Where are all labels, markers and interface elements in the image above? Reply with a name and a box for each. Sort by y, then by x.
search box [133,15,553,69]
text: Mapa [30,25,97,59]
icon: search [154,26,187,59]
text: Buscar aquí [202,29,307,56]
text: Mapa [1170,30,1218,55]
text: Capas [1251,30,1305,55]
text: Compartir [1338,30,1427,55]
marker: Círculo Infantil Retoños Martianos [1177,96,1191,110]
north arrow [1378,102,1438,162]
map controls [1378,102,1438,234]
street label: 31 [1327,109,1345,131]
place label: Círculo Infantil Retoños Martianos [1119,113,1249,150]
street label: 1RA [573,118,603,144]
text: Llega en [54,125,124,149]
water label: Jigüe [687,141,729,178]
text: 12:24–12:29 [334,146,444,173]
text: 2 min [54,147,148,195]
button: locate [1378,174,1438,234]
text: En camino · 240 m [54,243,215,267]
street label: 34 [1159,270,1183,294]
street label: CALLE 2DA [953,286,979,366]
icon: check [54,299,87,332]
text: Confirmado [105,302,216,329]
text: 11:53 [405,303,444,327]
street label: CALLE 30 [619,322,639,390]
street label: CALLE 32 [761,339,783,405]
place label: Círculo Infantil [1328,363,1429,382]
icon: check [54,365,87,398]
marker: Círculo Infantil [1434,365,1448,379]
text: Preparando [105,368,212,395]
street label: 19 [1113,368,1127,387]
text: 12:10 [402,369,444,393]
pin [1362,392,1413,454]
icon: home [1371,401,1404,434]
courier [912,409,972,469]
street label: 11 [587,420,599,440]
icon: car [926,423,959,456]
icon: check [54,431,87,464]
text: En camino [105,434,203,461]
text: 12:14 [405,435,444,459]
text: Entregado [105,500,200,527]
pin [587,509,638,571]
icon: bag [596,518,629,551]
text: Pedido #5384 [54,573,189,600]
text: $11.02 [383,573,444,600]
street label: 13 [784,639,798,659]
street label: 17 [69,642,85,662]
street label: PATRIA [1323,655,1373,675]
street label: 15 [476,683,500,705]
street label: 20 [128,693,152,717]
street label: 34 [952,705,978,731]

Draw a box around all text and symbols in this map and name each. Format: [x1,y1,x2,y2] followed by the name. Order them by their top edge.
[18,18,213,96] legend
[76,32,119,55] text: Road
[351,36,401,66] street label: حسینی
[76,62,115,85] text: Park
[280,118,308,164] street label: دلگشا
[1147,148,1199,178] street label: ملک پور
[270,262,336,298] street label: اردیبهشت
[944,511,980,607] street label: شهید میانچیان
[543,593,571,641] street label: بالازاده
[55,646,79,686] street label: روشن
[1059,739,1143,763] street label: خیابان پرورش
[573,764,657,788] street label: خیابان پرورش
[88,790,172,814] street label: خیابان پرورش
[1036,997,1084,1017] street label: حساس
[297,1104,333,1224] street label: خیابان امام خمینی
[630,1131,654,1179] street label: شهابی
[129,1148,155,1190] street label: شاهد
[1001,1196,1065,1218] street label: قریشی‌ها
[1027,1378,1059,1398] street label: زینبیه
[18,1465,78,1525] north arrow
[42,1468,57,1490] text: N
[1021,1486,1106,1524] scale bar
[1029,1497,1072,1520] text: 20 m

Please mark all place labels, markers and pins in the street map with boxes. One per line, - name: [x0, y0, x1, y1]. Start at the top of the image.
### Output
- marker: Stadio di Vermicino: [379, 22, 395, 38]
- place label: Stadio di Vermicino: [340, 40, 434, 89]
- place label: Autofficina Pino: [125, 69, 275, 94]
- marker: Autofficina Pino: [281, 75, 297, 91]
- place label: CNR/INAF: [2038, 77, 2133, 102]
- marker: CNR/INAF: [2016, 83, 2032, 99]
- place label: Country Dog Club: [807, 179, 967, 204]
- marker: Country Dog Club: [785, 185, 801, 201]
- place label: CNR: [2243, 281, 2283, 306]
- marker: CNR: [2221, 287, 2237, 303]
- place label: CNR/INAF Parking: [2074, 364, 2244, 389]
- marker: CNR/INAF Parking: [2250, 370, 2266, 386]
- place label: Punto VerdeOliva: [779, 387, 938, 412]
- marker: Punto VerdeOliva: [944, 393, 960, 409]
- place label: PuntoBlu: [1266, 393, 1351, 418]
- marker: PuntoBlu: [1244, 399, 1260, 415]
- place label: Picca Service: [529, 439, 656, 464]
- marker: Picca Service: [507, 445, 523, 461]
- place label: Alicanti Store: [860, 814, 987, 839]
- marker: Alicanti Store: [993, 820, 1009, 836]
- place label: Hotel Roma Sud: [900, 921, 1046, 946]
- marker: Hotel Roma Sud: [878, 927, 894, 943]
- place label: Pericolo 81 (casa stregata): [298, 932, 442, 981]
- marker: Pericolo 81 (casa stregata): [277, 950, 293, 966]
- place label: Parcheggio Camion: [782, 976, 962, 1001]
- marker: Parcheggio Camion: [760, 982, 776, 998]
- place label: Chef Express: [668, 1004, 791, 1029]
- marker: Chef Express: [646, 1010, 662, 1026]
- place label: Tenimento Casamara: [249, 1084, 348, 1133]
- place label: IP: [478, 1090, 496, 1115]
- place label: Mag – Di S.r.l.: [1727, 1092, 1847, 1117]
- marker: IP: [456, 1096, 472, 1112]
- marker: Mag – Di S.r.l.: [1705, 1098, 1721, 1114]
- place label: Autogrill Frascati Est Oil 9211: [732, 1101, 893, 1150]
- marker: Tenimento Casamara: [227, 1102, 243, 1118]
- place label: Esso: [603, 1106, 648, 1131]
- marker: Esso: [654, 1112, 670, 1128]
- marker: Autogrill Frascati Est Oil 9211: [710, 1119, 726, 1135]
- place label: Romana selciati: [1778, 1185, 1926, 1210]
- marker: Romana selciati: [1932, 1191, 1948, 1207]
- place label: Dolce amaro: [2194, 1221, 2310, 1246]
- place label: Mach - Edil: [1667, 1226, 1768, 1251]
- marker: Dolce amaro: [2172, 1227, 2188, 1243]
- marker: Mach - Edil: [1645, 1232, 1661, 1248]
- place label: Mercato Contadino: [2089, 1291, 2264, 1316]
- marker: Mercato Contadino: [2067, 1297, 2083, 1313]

PROBLEM REQUIREMENTS >> The answer is a bare number: how many lines of the records contain the string "each"?

EXERCISE ANSWER >> 2